Hat Trick

Hat trick: three successes of the same kind, especially consecutive ones within a limited period.

Three honeybees, working the glorious goodness of Frostweed, Verbesina virginica, focused only on their goal of nectar gathering, offered zero attention–no buzzes, no curious fly-bys–to the human with three eyes as she bumbled through the garden.

This time of year, the second spring of Central Texas, when autumn perennials burst forward in floral song, after the hot summer and before winter’s chill, it’s not at all challenging to find pollinator hat tricks working varieties of lush perennials, which dispense both food and beauty, necessities for hearts and souls. Change is palpable: shorter days, cooler temperatures, and optimism for the future.

Linking with Anna and the lovely Wednesday Vignette, it’s all about telling garden stories.

13 thoughts on “Hat Trick

  1. Tina – I think my cat deleted the comment you made on my blog. Sorry – he stepped on the touch pad when I went to let him out. LOL! I’ll just respond to it here. It does look a little like a university campus, doesn’t it?
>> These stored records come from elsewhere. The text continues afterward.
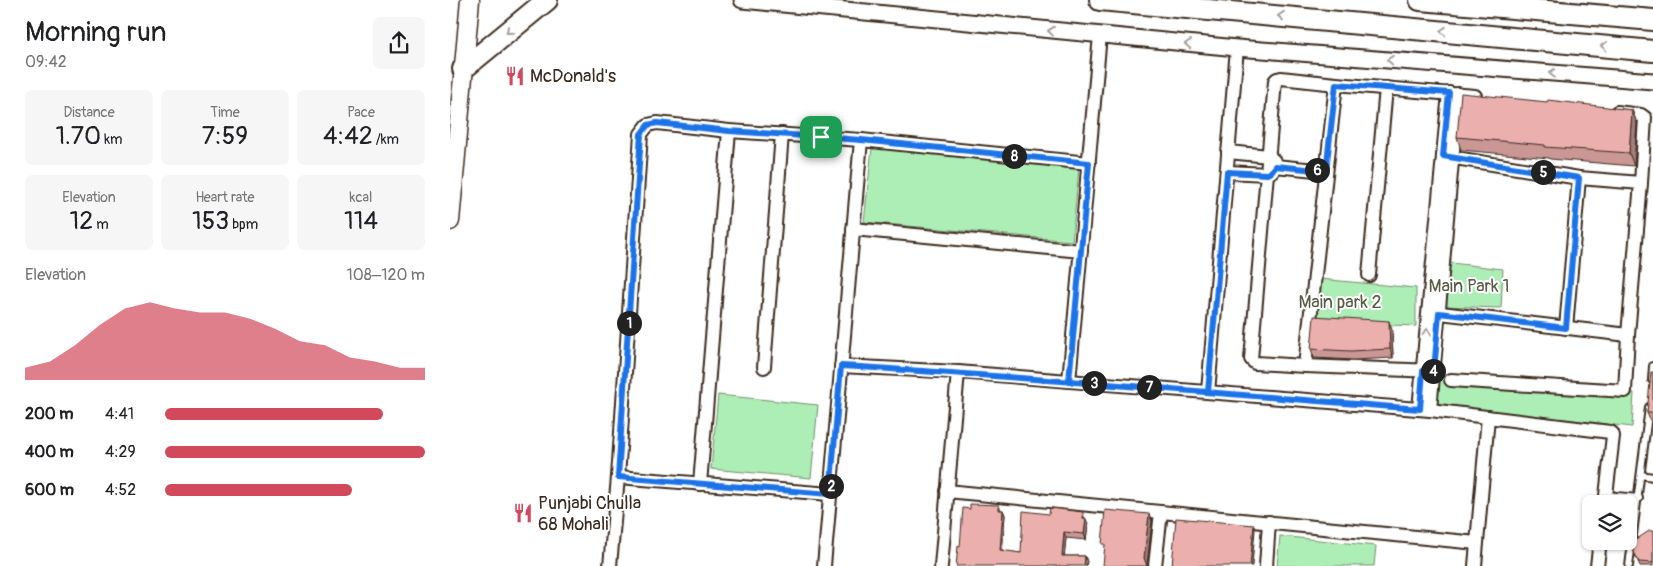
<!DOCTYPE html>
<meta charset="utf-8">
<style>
body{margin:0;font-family:Pangolin,sans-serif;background:#f6f6f6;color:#202124;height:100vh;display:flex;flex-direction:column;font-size:19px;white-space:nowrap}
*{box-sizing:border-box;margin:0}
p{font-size:16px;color:#757577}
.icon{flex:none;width:28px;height:28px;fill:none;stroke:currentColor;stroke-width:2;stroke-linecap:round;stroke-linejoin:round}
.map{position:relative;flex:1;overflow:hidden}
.side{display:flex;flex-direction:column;background:#fff;width:450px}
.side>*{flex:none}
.buttons{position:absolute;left:1132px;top:495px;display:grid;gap:10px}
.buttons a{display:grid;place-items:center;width:55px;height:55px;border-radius:8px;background:#fff;box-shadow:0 1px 4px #0004;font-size:25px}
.pin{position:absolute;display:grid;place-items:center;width:42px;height:42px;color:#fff;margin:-21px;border-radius:10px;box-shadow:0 2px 8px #0006}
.km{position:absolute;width:25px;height:25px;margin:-12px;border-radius:50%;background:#222;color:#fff;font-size:14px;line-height:25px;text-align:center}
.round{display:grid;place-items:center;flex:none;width:52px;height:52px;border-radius:8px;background:#f6f6f6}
.headline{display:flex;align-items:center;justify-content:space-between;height:85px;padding:0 25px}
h1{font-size:28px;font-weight:600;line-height:38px}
.stats{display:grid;grid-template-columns:repeat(3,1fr);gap:8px;height:85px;padding:5px 25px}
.stats div{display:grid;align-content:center;border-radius:8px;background:#f6f6f6;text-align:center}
.stats b{font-size:25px;font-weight:600}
.stats small{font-size:14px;font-weight:400}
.stats p{font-size:14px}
.chart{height:140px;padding:10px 25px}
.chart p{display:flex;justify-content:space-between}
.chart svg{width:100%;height:90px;margin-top:5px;fill:#d1495b;opacity:.7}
ul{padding:0 25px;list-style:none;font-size:16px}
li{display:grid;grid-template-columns:80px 60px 1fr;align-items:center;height:38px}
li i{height:12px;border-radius:6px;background:#d1495b}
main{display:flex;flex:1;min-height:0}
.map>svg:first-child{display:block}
</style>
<main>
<section class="side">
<div class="headline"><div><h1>Morning run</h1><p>09:42</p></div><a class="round"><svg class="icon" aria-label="share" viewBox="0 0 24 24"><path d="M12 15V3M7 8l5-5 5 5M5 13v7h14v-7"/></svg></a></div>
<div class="stats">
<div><p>Distance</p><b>1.70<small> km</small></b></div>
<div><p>Time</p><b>7:59</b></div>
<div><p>Pace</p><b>4:42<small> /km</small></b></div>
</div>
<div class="stats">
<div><p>Elevation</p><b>12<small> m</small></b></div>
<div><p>Heart rate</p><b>153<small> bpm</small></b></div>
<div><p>kcal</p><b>114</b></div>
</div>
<div class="chart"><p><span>Elevation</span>108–120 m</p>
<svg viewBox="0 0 160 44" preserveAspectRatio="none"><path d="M0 44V38L10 35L20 27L30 17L40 9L50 6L60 9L70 11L80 11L90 14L100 19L110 25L120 27L130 33L140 35L150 38L160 38V44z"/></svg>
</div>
<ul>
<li><b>200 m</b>4:41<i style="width:84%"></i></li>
<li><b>400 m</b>4:29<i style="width:100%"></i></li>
<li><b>600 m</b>4:52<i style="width:72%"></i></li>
</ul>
</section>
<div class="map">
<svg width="1203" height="566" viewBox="0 0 1203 566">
<rect width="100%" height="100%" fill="#fff"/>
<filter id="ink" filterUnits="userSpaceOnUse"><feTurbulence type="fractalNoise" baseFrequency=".02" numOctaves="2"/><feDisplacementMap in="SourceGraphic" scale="10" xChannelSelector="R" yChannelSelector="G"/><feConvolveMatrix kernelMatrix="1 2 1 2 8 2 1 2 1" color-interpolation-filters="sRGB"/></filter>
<g filter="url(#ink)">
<g fill="#adeeb7" stroke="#748c6a">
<polygon points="422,148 629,168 622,241 414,222"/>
<polygon points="993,262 1053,269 1051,308 991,306"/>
<polygon points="869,279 966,288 966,326 864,322"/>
<polygon points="986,376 1184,393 1182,427 984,404"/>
<polygon points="268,395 368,405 361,478 261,469"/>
<polygon points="830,536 926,546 924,566 827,566"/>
</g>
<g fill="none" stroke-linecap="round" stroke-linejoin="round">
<defs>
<g id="service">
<polyline points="1202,380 1203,366"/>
<polyline points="1191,475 1203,477"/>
<polyline points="1156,495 1189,498"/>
<polyline points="1179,566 1199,407"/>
</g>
<g id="minor">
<polyline points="1167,112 1191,115 1195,118 1191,183"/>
<polyline points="993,156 1129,178 1191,183 1178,335 1175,391 1001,380"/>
<polyline points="825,166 876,171"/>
<path d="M777,172L817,174C824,171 825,168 824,161L819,156L778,152"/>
<polyline points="403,229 631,251"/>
<polyline points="919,275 936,88"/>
<polyline points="982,312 1178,335"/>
<polyline points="1116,328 1129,178"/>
<polyline points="391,366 508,372 980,410 1160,432 1162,433 1163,436 1155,504"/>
<polyline points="855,366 805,363 801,359 825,81 827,79 831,78 886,84"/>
<polyline points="314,367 332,134"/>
<polyline points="984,371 855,366 886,84 1025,96"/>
<polyline points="619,381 650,35"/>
<polyline points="758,392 787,48"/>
<polyline points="969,409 999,93"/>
<polyline points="980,410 1008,94"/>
<polyline points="168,477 380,494"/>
<polyline points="250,484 279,131"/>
<polyline points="497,491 1027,543"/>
<polyline points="160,566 168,477 191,134 198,125 207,123 279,131 411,140 639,163"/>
<polyline points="374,566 411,140"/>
<polyline points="491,566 508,372"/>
<polyline points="705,566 711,512"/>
<polyline points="816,566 819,522"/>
<polyline points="1025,566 1038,417"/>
<polyline points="1147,566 1150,541"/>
</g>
<polyline id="tertiary" points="292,0 787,48 1203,81"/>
<polyline id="secondary" points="0,221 20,0"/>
<g id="primary">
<polyline points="650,0 1203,51"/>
<polyline points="970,0 1203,20"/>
<polyline points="13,69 97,0"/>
</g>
</defs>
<use href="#service" stroke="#3b2a1e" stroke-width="10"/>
<use href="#minor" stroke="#3b2a1e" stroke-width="16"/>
<use href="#tertiary" stroke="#3b2a1e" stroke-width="19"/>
<use href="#secondary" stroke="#3b2a1e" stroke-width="21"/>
<use href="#primary" stroke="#3b2a1e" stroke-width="24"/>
<use href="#service" stroke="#fff" stroke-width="6"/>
<use href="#minor" stroke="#fff" stroke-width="12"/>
<use href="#tertiary" stroke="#fff" stroke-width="15"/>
<use href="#secondary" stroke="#fff" stroke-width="18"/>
<use href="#primary" stroke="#fff" stroke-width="20"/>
</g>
<g fill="#ca9795" stroke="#3b2a1e">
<polygon points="1097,102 1182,110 1187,123 1184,166 1100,159 1099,158 1011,150 1007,137"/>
<polygon points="942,330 943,358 904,360 864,358 861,349"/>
<polygon points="1203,372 1203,425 1202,425 1197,413"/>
<polygon points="549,505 551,510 553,510 555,515 552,551 571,553 599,514 635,517 635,518 638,524 636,540 616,538 614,556 635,556 637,562 510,547"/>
<polygon points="1203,531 1203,566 1190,566 1183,550"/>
</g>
<g fill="#a47b79" stroke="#3b2a1e">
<polygon points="1182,110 1187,123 1184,166 1179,153"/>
<polygon points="939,321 942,330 943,358 940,349"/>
<polygon points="553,510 555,515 552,555 550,550"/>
<polygon points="699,514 702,521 697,565 694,558"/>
<polygon points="636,519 638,524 636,540 634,534"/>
<polygon points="804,525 805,530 802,566 800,566"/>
<polygon points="614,532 616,538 614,561 612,556"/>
<polygon points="635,556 637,562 636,566 634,566"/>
</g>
<g fill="#ebb0ad" stroke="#3b2a1e">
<polygon points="1011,93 1097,102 1098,100 1182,110 1179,153 1095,147 1095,145 1007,137"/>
<polygon points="864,316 939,321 940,349 900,351 861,349"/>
<polygon points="1201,372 1203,372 1203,413 1197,413"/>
<polygon points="520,504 549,505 549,510 553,510 550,550 571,553 573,511 599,514 600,508 633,512 633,518 636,519 634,534 614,532 612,556 635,556 634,566 506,566 508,546 510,547 513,508 520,509"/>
<polygon points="655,510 699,514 694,558 697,566 653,566 655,544 652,544"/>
<polygon points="726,518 804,525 800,566 722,566"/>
<polygon points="1199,531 1203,531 1203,563 1189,562 1183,550 1184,541"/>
</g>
<defs><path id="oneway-chevron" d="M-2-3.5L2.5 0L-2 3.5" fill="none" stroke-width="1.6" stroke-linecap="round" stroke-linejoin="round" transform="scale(1.25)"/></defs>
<g stroke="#a79f9a">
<use href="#oneway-chevron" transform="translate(831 16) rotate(-175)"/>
<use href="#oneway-chevron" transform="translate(59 31) rotate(140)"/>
<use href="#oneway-chevron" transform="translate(601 31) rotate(-174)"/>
<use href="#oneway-chevron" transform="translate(993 31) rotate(-175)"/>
<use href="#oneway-chevron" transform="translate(738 44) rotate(-175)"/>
<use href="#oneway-chevron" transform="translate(1154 46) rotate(-175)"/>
<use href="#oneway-chevron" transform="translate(940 60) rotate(-176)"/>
<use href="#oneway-chevron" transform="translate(1102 73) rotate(-176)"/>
<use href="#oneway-chevron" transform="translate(977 332) rotate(-85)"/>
</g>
</g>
<g fill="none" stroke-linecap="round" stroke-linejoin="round" filter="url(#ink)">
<defs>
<path id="route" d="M371,137L279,131L207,123L198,125L191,134L168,477L380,494L391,366C584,377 777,394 970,409L973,371H984L989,313L1116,328L1129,178L993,156L999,93L886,84L876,171L825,166L821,172L817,174L777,172L758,392L619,381L639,163L411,140L371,137"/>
</defs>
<use href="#route" stroke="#fff" stroke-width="10"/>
<use href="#route" stroke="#1a73e8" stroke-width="6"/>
</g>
<defs>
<symbol id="restaurant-bare" viewBox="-9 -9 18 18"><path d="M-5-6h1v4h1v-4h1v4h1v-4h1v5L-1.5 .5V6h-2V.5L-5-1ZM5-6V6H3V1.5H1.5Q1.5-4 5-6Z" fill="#d1495b" stroke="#fff" stroke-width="2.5" paint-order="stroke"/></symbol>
</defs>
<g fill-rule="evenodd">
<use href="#restaurant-bare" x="51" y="62" width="28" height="28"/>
<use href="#restaurant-bare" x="59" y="499" width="28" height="28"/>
</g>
<g text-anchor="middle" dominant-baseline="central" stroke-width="4" stroke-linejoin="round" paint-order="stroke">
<g font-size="18" fill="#3b2a1e" stroke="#fff" text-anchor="start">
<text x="80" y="76">McDonald's</text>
<text x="88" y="503">Punjabi Chulla<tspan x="88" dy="21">68 Mohali</tspan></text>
</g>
<g font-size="18" fill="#585b44" stroke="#fff">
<text x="1019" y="286">Main Park 1</text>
<text x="890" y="302">Main park 2</text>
</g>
</g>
</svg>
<div class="buttons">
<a><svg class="icon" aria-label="layers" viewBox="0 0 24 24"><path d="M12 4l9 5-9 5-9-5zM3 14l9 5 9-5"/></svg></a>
</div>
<div class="pin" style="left:371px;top:137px;background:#1e9e55"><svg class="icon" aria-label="arrive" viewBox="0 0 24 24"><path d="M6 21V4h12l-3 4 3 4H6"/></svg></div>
<b class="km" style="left:179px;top:323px">1</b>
<b class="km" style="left:381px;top:486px">2</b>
<b class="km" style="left:644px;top:383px">3</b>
<b class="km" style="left:983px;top:371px">4</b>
<b class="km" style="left:1093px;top:172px">5</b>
<b class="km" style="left:867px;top:170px">6</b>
<b class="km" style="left:699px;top:387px">7</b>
<b class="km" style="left:564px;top:156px">8</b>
</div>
</main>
  2. Tina the photo of Frostweed with her three bees eating I love it. It must be wonderful to have a second spring where you live: flowers and more flowers and pollinators, I love it. Enjoy your flowery garden. Tina I love your phrase “… and optimism for the future.” That should be everyone’s attitude to live with Covid and overcome it. Keep your husband and you safe and sound. Take good care of both of you. Very affectionate greetings from Margarita.


      • Tina I am very happy that you have good weather to enjoy your wonderful garden and its flowers. You are on my mind. Keep your husband and you safe and sound. Very affectionate greetings from Margarita.


  3. It’s gray and cloudy here this morning, with a splash of rain, so your photos are especially pleasing. The hat tricks I especially enjoy are multiple pollinator species on one flower; share and share alike seems to work out just fine in their world — at least, sometimes!


  4. My frostweed was doing great business with the pollinators. I did hack some of it back because mine gets very tall and then leans over, shading other things out.


    • Misti, I prune back my frostweed (and goldeneye) by one-third to one-half, at least once in summer, preferably twice–kind of depends on our rainfall. That way, once the blooms happen, the plants aren’t so tall and flop-overable. 🙂 The frostweed are really easy to control that way; they end up quite stalwart and firm, simply towering over other perennials with those frothy blooms. I’m less successful with the goldeneye as they have a growth spurt in August and I’m grumpy and hot, so they still tend to flop. This year, it’s been okay because we’ve had no heavy rain, so they’ve mostly retained their form.